> **Task item**: Below are the records; give again exactly the line with "154px,483px 175px,457px 178px,454px", the line with "216px,461px 216px,461px 242px,449px", and each line that lies between them, and nothing besides.

(Saved data entries)
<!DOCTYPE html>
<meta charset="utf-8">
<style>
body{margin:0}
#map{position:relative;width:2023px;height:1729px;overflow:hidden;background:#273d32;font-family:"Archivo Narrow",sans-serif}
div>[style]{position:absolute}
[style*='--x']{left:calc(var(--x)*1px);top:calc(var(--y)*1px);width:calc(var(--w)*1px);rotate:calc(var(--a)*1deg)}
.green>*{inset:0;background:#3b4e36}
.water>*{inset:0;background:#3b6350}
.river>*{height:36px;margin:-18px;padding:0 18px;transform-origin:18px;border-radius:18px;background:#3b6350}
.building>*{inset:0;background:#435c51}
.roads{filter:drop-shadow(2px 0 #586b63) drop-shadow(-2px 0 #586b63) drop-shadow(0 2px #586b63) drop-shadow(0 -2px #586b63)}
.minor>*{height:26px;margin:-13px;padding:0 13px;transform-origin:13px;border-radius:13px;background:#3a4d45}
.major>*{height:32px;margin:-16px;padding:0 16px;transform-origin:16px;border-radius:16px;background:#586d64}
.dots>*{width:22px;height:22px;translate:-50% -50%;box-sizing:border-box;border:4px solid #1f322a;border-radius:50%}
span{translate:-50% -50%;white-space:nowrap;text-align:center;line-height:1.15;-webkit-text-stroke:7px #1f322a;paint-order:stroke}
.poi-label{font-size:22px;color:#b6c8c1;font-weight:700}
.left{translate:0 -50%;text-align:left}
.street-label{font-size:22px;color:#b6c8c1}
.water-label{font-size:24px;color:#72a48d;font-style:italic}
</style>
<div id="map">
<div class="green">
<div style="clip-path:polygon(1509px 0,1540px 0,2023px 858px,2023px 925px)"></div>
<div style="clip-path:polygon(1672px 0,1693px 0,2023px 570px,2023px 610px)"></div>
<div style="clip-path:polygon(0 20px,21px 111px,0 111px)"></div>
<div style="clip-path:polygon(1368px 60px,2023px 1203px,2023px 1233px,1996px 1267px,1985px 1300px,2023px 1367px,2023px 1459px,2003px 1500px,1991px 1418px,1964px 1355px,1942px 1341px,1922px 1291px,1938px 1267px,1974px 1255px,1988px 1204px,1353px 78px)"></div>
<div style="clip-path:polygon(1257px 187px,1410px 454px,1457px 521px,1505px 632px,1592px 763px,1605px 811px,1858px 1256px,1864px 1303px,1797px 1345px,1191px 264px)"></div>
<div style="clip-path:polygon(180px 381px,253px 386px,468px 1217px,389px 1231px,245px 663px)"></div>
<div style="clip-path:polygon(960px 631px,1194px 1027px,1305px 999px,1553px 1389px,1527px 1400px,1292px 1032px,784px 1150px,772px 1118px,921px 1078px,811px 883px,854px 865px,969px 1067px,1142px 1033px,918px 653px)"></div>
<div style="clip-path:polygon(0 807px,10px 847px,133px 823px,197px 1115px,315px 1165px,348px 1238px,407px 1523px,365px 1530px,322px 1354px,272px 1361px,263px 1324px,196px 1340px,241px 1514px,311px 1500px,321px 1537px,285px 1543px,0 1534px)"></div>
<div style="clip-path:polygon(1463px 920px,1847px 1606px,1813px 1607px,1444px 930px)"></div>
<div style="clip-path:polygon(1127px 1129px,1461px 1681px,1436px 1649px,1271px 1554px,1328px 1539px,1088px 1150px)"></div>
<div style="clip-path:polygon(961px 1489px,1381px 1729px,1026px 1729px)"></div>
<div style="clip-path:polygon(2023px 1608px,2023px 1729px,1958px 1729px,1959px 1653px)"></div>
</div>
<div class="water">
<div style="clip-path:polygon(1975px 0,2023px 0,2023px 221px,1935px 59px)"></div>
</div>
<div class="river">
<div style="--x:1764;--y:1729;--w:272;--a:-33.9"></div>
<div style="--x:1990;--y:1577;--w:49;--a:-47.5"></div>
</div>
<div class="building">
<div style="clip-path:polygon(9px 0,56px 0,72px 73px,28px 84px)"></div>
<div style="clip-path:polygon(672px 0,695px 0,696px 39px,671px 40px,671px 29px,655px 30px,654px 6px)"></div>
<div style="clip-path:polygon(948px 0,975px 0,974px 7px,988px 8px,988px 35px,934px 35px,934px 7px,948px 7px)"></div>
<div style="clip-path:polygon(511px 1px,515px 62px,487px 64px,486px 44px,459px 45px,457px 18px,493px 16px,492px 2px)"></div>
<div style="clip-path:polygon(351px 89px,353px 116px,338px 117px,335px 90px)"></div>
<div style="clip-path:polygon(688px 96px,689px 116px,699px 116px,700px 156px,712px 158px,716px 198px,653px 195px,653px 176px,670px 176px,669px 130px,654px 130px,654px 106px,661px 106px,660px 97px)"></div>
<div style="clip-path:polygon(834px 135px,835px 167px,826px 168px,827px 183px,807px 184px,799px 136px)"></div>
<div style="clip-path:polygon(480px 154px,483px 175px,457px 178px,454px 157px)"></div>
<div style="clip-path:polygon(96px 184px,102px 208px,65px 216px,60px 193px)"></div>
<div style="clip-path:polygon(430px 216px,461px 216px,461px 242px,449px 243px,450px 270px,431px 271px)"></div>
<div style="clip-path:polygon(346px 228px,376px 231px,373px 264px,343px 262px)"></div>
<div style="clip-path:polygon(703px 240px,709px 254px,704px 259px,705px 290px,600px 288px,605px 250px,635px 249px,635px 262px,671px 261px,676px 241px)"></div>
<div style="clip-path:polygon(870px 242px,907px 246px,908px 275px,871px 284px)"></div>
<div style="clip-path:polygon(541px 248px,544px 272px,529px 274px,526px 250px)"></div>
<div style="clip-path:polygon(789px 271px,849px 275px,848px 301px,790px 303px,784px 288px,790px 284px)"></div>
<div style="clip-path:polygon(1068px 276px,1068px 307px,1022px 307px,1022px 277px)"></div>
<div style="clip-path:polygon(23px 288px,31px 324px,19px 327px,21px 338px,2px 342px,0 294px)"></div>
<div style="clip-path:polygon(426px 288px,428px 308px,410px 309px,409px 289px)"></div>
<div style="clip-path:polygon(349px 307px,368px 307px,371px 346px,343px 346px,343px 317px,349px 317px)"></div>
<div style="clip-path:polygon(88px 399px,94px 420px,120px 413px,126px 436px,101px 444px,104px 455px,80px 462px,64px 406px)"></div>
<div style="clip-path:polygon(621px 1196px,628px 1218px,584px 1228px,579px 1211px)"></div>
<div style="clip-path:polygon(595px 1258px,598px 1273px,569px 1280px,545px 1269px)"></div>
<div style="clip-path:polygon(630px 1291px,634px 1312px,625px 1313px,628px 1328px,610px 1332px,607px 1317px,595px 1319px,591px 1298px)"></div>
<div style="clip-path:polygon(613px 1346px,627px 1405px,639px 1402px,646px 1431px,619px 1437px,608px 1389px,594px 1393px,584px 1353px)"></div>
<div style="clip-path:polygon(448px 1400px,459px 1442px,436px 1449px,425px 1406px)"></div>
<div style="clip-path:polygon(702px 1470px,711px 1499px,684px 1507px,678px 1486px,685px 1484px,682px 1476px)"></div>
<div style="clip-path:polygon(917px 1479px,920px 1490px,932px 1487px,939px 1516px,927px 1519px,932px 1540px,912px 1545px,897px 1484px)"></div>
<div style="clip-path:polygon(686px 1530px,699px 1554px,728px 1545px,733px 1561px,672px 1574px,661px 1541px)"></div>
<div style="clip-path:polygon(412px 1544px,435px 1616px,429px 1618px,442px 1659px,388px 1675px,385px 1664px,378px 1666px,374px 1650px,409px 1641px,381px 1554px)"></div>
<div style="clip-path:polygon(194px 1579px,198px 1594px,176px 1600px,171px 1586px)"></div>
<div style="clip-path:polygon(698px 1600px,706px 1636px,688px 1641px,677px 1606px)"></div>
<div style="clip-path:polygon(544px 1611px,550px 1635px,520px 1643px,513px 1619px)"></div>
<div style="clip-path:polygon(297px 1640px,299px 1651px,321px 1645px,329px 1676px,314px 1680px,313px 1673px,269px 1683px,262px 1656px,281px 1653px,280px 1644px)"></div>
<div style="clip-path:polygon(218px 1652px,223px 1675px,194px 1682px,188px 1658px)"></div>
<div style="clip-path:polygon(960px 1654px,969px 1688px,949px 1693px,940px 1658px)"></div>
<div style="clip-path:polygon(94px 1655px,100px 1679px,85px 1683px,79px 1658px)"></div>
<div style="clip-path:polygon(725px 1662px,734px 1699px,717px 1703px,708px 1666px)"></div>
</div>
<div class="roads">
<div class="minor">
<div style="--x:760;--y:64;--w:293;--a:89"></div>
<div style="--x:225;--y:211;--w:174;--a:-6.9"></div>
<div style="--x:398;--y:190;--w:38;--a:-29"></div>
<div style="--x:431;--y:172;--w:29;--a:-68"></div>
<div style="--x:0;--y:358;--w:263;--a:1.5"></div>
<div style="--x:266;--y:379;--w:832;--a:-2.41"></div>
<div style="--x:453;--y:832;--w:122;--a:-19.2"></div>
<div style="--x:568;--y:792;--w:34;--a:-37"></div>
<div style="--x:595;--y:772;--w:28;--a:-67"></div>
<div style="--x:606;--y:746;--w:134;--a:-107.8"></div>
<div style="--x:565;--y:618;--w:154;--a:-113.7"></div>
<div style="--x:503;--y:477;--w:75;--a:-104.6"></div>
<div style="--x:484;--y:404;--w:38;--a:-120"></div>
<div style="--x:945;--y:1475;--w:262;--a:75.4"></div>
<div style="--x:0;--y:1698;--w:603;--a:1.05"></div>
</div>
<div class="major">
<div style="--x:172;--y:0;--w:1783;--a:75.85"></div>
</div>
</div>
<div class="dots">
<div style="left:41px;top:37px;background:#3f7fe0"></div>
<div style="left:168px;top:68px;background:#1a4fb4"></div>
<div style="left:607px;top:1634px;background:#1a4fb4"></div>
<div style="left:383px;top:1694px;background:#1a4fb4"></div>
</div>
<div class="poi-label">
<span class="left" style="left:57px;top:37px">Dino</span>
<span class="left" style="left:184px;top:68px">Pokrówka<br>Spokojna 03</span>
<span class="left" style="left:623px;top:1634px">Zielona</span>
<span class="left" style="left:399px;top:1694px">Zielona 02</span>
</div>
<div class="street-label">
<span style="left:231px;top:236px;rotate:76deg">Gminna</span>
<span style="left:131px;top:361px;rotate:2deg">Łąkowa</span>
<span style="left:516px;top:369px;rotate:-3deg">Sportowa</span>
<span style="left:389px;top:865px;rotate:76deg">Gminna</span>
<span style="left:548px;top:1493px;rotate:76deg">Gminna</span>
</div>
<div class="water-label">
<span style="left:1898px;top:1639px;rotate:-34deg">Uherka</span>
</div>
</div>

> **Result of this exercise**:
<div style="clip-path:polygon(480px 154px,483px 175px,457px 178px,454px 157px)"></div>
<div style="clip-path:polygon(96px 184px,102px 208px,65px 216px,60px 193px)"></div>
<div style="clip-path:polygon(430px 216px,461px 216px,461px 242px,449px 243px,450px 270px,431px 271px)"></div>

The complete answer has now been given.